▶ Task requirements: The required output is every entry below, copied exactly.

Data for the task START

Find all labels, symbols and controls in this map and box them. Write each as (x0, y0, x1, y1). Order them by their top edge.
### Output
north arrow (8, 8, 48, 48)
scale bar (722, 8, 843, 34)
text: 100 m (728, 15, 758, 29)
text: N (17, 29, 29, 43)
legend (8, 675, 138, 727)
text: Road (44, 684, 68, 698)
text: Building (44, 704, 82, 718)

Data for the task END

▶ Answer section:
Find all labels, symbols and controls in this map and box them. Write each as (x0, y0, x1, y1). Order them by their top edge.
### Output
north arrow (8, 8, 48, 48)
scale bar (722, 8, 843, 34)
text: 100 m (728, 15, 758, 29)
text: N (17, 29, 29, 43)
legend (8, 675, 138, 727)
text: Road (44, 684, 68, 698)
text: Building (44, 704, 82, 718)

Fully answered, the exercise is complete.